Jika ditilik dari sisi penghasilan, industri pertambangan termasuk yang lumayan tinggi yaitu mencapai Rp 26 trilyun (dalam bentuk pajak), jika digabung dengan pengeluaran untuk upah pekerja dan lainnya bahkan hingga mencapai Rp 51 trilyun. Inipun belum termasuk multiplier effects dari sisi ekonomi yang ditimbulkan dari adanya aktivitas pertambangan yang ada. Di beberapa daerah bahkan menjadi penyumbang terbesar PDRB Regional, seperti di Papua, Bangka Belitung, Nusa Tenggara Barat dan Kalimantan Timur2.
Namun, ironisnya kini Indonesia terpuruk menjadi negara miskin. GNP perkapita hanya sedikit lebih banyak dari Zimbabwe, sebuah negara miskin di Afrika. Sumber daya manusianya rendah, indeks sumber daya manusia peringkat 112 dari 115 negara, lulusan PT 6%, SLTP/A 34% sisanya 60% dari jumlah penduduk Indonesia lulusan SD. Sementara rakyatnya miskin, hutang negara luar biasa besarnya. Hingga akhir tahun 2006, hutang Indonesia tidak kurang dari Rp 1.760 trilyun rupiah, terdiri dari Rp 1250 trilyun hutang luar negeri dan 510 trilyun hutang swasta3. Pertanyaannya, siapa yang harus menanggung beban utang yang sedemikian besarnya itu? Tidak lain tentu saja adalah rakyat Indonesia sendiri. Hal ini nampak pada realisasi pos penerimaan dalam APBN tahun 2006 yaitu Rp 637,85 triliun, sementara dari sektor pajak sebesar Rp 358 trilyun atau mencapai sekitar 56%4. Ini berarti, rakyat jugalah yang harus menanggung beban keterpurukan ekonomi Indonesia. Jika kondisi seperti ini tidak segera dibenahi, maka kegagalan Indonesia sebagai negara sudah di ambang pintu.
Sumberdaya alam Indonesia yang demikian kaya itu ternyata tidak memberikan berkah yang semestinya. Oleh karenanya sangat bisa dimengerti, mengapa negara kaya seperti Indonesia penduduknya harus menjadi miskin bagaikan ‘ayam mati di atas pendaringan beras’. Pertanyaannya, mengapa hal ini bisa terjadi? Di mana letak kekeliruannya, pada sistem pengelolaannya atau pada orang-orangnya yang kurang cakap dan kurang amanah ataukah keduanya?

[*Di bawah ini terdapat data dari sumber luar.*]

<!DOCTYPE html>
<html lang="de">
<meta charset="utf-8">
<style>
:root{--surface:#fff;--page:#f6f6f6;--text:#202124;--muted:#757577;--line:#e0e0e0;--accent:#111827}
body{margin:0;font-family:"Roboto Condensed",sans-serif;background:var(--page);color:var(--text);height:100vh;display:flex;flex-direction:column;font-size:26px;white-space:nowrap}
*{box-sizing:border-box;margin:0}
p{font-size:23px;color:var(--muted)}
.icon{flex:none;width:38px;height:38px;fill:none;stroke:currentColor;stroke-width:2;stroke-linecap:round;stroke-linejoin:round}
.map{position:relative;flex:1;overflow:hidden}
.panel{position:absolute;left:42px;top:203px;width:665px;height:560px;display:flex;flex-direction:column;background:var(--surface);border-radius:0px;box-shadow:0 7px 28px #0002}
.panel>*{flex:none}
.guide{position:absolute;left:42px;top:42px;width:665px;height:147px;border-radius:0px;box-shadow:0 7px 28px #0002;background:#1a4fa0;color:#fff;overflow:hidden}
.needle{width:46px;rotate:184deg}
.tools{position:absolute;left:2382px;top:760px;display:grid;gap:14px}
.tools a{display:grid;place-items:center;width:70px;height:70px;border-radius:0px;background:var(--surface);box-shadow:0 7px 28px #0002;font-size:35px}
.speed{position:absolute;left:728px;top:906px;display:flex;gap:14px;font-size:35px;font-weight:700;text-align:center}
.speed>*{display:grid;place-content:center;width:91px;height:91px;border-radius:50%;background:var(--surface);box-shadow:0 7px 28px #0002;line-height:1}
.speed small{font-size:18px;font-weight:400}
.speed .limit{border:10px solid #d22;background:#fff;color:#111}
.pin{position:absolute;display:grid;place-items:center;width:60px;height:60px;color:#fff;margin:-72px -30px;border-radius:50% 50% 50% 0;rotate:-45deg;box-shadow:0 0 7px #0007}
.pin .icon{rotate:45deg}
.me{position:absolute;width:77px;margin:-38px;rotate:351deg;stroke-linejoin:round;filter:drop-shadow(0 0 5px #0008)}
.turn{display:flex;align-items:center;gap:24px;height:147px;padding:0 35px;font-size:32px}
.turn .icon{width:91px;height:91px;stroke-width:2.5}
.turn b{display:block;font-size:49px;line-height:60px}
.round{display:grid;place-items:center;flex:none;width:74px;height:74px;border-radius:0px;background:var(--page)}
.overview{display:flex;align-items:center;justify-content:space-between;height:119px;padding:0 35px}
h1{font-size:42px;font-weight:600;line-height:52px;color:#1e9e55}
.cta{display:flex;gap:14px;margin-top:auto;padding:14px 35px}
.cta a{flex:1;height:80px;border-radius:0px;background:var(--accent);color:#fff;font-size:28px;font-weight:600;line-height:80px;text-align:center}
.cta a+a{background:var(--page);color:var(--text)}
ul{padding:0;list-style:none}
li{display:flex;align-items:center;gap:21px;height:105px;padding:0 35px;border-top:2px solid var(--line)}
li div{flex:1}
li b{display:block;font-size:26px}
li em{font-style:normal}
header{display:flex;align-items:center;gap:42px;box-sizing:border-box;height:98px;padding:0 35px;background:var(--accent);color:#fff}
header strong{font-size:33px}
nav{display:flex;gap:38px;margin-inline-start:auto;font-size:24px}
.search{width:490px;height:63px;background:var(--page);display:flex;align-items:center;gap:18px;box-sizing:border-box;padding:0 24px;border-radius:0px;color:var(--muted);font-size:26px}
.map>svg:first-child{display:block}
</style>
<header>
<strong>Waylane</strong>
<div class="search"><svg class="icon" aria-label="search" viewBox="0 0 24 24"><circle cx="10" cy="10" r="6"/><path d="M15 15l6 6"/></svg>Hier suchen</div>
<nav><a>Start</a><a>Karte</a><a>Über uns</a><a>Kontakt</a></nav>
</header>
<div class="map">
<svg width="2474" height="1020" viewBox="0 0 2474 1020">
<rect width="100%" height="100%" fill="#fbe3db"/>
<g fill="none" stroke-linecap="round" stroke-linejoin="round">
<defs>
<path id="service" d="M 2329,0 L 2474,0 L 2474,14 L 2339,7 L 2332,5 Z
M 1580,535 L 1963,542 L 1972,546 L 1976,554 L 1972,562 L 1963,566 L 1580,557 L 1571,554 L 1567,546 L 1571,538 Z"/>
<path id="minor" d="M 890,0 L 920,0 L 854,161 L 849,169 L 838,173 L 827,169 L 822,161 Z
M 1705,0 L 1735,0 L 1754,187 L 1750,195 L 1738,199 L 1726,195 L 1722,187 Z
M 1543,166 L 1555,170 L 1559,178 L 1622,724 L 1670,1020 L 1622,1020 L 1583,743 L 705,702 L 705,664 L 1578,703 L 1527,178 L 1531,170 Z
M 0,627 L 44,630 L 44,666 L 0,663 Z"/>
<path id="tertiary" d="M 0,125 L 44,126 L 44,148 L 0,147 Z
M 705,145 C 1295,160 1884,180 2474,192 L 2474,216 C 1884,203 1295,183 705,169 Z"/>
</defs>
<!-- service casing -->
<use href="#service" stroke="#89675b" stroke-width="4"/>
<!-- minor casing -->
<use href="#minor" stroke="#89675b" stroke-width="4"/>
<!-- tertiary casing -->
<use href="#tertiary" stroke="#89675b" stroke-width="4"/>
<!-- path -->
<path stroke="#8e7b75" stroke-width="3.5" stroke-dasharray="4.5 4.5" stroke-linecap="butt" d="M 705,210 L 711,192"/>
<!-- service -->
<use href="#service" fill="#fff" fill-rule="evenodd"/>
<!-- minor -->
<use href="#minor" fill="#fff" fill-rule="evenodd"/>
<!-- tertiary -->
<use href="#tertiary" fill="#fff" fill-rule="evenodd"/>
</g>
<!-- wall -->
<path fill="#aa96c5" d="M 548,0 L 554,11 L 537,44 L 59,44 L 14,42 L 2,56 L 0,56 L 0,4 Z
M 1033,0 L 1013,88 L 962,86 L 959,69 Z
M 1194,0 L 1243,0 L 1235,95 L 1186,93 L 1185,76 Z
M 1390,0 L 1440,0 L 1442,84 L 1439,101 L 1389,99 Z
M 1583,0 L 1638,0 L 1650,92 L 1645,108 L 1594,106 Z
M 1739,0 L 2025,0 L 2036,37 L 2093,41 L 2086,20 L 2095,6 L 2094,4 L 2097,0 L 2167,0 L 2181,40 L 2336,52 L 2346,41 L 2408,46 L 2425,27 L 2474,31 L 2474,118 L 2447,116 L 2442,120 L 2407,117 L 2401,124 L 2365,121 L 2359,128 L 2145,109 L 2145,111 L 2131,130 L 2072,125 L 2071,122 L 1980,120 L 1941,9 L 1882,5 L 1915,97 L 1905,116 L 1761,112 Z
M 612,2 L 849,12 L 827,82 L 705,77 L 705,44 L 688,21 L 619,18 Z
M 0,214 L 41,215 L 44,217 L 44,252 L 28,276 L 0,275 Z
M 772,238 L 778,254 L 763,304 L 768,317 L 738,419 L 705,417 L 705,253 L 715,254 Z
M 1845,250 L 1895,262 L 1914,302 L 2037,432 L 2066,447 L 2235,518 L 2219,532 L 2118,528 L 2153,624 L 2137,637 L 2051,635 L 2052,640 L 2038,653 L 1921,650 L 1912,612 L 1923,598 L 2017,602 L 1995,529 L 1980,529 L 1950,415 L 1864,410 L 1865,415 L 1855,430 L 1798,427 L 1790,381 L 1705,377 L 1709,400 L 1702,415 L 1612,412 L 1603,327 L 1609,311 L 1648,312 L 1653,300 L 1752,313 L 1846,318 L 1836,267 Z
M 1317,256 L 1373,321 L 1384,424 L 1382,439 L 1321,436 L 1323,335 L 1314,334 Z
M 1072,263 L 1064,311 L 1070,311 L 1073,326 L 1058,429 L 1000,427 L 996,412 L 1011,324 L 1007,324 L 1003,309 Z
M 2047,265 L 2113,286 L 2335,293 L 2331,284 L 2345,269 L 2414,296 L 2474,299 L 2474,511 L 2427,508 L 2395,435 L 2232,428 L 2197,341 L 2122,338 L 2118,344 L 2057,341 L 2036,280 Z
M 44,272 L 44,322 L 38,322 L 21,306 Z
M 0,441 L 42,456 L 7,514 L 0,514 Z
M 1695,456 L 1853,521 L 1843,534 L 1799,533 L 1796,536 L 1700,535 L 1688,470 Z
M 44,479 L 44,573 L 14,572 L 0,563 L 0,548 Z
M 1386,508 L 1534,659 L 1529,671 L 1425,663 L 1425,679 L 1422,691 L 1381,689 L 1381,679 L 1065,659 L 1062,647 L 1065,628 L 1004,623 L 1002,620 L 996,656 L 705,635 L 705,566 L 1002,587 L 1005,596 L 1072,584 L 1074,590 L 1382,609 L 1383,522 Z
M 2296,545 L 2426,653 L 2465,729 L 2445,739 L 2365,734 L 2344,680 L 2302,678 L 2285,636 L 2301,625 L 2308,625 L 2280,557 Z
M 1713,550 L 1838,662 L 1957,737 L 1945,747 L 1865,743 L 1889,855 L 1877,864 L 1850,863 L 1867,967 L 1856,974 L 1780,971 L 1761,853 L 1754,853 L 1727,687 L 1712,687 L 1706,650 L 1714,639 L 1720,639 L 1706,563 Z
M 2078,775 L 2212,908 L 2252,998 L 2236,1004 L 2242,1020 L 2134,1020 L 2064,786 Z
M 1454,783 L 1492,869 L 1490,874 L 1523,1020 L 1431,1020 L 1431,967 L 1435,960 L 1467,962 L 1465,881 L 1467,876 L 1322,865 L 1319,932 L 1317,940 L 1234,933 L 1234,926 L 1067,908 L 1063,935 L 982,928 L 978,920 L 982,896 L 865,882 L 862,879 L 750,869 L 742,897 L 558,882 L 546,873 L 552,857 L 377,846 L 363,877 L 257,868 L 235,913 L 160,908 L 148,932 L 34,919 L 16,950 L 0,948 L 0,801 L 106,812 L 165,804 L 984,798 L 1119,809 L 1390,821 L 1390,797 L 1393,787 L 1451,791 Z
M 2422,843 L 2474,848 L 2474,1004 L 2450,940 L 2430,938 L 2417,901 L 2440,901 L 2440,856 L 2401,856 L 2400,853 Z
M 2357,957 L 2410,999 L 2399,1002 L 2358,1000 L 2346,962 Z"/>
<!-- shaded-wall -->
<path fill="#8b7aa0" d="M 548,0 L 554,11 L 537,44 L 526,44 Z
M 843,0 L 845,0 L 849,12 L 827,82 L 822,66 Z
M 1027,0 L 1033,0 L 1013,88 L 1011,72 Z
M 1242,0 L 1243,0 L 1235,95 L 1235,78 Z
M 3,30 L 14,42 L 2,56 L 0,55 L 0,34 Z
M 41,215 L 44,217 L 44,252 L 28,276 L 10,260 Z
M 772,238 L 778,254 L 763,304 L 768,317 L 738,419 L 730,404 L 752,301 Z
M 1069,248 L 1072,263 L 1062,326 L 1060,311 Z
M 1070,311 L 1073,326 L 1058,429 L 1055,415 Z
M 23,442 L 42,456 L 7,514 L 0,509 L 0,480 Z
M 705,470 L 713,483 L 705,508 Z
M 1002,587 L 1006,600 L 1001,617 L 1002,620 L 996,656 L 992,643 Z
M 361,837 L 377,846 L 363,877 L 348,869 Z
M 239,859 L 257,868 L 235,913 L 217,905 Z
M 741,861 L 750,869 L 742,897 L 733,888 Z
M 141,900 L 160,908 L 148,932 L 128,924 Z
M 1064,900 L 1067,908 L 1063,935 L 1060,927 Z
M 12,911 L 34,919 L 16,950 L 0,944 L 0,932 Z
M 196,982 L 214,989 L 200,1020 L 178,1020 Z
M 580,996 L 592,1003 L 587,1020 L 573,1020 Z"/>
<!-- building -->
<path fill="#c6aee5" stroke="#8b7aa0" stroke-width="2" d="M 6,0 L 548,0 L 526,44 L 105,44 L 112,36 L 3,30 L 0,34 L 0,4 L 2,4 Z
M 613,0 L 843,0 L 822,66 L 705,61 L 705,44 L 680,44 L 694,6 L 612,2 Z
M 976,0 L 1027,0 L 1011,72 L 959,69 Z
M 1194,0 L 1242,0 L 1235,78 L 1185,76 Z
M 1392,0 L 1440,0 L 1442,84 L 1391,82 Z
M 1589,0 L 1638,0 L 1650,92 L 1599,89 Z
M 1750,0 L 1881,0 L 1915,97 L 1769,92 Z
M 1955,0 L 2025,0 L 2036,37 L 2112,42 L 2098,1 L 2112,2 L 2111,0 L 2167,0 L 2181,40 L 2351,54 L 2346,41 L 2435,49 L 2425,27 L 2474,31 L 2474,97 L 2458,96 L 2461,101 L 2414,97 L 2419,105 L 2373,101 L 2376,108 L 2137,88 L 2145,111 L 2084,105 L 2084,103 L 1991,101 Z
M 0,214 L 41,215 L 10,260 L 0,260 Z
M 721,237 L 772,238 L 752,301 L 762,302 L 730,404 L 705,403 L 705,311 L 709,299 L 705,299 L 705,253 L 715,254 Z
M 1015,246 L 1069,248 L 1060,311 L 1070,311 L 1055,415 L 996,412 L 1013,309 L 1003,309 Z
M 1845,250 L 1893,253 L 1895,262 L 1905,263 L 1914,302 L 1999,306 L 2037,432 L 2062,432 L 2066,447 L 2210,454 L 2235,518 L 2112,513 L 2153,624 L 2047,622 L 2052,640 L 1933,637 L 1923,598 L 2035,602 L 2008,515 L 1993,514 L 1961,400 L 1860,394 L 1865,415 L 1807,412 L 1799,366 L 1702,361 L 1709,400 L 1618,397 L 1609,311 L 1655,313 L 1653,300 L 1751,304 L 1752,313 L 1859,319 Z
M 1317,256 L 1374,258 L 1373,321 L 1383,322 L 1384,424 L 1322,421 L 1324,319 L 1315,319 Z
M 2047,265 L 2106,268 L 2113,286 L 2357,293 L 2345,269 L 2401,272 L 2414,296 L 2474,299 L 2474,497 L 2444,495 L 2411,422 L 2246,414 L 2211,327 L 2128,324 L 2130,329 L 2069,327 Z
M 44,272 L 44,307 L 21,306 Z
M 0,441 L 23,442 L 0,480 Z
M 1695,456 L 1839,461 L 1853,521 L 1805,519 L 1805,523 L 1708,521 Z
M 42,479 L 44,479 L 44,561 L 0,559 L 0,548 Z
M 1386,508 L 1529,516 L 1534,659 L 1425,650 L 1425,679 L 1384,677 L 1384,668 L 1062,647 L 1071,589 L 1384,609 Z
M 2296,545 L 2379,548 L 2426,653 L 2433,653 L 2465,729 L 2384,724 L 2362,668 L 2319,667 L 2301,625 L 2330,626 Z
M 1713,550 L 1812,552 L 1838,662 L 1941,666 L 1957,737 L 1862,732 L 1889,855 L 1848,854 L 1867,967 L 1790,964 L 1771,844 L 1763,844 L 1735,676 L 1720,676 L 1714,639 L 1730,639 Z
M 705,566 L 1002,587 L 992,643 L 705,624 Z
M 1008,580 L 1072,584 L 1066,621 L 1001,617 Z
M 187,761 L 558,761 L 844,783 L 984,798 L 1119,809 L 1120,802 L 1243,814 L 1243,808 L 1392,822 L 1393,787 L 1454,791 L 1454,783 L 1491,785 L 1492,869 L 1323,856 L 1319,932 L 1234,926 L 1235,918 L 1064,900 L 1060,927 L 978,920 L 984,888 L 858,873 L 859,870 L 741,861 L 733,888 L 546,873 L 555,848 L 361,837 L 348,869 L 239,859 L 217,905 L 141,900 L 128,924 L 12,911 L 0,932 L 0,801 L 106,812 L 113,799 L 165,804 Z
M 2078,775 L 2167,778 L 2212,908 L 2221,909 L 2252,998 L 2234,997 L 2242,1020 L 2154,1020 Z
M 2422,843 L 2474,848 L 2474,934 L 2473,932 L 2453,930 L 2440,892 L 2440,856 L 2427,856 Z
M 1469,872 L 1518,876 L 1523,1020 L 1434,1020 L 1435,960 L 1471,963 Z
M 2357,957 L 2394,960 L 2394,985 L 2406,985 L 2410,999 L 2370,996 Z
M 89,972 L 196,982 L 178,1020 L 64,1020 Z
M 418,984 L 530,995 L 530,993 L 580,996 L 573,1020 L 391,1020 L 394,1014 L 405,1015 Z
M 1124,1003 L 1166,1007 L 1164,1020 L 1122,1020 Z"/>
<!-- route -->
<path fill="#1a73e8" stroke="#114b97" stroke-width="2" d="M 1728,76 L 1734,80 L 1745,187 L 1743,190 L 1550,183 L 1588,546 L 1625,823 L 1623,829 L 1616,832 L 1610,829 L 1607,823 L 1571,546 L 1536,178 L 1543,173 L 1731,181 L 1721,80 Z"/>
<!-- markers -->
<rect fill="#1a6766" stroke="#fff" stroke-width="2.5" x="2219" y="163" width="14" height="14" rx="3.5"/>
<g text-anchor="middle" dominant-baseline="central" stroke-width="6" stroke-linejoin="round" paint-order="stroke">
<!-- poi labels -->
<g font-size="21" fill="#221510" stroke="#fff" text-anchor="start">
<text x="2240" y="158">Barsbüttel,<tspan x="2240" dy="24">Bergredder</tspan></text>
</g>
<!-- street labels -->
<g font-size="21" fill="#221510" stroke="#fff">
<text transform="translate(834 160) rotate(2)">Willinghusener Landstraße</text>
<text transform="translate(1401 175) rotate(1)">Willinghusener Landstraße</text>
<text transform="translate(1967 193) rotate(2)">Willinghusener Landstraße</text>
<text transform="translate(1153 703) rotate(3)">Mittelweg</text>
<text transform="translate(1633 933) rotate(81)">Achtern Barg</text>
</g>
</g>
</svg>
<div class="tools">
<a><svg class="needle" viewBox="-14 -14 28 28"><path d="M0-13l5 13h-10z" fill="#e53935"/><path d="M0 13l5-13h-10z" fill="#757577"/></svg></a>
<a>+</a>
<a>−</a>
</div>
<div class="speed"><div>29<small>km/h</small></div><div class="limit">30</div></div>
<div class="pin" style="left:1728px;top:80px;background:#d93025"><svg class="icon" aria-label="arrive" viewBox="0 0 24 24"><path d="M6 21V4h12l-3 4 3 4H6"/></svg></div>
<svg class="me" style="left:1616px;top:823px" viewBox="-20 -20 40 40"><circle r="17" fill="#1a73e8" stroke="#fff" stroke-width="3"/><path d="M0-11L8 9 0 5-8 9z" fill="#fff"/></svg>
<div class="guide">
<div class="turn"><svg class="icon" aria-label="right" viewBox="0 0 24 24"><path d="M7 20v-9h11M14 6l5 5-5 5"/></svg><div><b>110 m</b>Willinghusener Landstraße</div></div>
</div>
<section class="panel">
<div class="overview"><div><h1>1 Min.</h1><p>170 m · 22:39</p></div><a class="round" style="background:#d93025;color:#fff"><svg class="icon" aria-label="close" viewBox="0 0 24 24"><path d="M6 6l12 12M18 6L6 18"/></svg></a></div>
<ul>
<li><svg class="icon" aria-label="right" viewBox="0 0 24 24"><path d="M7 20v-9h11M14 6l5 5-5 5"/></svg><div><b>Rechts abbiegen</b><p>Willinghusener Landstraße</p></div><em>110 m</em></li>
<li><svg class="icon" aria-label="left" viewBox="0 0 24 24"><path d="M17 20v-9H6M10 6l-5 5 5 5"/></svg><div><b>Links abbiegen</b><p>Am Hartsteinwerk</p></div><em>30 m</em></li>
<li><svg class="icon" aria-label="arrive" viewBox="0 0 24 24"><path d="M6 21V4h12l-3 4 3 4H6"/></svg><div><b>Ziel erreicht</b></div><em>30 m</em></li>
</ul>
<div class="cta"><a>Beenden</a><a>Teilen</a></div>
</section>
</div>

Pengelolaan SDA (Tambang) di Indonesia
Seperti telah banyak diketahui, di Indonesia khususnya sepanjang pemerintahan Orde Baru hingga kini, individu ataupun swasta bisa mendapatkan hak yang diberikan oleh negara untuk menguasai dan mengeksploitasi potensi-potensi sumber daya alam seperti tambang (batubara, emas, tembaga), hutan, minyak, gas bumi dsb.
Kebolehan ini didasarkan atas diundangkannya UU No. 1 tahun 1967 tentang Penanaman Modal Asing dan UU No. 11 tahun 1967 tentang Ketentuan-Ketentuan Pokok Pertambangan. Sehingga pasca kelahiran undang-undang tersebut, Indonesia dibanjiri investor asing. Di bidang pertambangan sendiri lebih dari 90% investasi dilakukan oleh pemodal asing5 (belum termasuk sumber daya migas, hutan dan lainya), baik dalam bentuk Kontrak Karya (KK) maupun Perjanjian Kerjasama Pengusahaan Pertambangan Batubara (PKP2B). Mulai dari pasca diundangkannya kedua UU di atas hingga saat ini tidak kurang dari 235 pertambangan umum (KK) dan 141 tambang batubara (PKP2B)6, belum termasuk Kuasa Pertambangan (KP) untuk swasta lokal serta ribuan industri pertambangan mineral industri tersebar di seluruh wilayah Indonesia. Industri ini secara aktif menghasilkan berbagai bahan tambang untuk memenuhi kebutuhan nasional maupun pasar internasional. Jadi kata kunci dari pengelolaan ini adalah swastanisasi/privatisasi.

Kesalahan Paradigma
Pemberian hak pengelolaan sumber daya alam (barang tambang) di negeri ini oleh Pemerintah kepada swasta (asing/lokal) atau perorangan, termasuk bagian dari swastanisasi/privatisasi, berupa pengalihan dari kekayaan publik/masyarakat menjadi kekayaan swasta, yaitu para pengusaha pememegang saham. Padahal faktanya, sumber daya tersebut sejatinya merupakan potensi kekayaan bagi seluruh masyarakat. Paling tidak, satu hal yang dapat menjadi bukti real dari dampak buruk swastanisasi/privatisasi tersebut. Yaitu, perusahaan swasta pemodal (kapitalis), dimanapun dan kapanpun, biasanya hanya beorientasi pada perolehan keuntungan semata. Dalam kasus kekayaan alam (tambang) yang dikelola oleh swasta/perorangan, uang miliaran rupiah hanya akan mengalir kepada perusahaan tersebut, sementara masyarakat secara lebih luas tidak bisa menikmatinya.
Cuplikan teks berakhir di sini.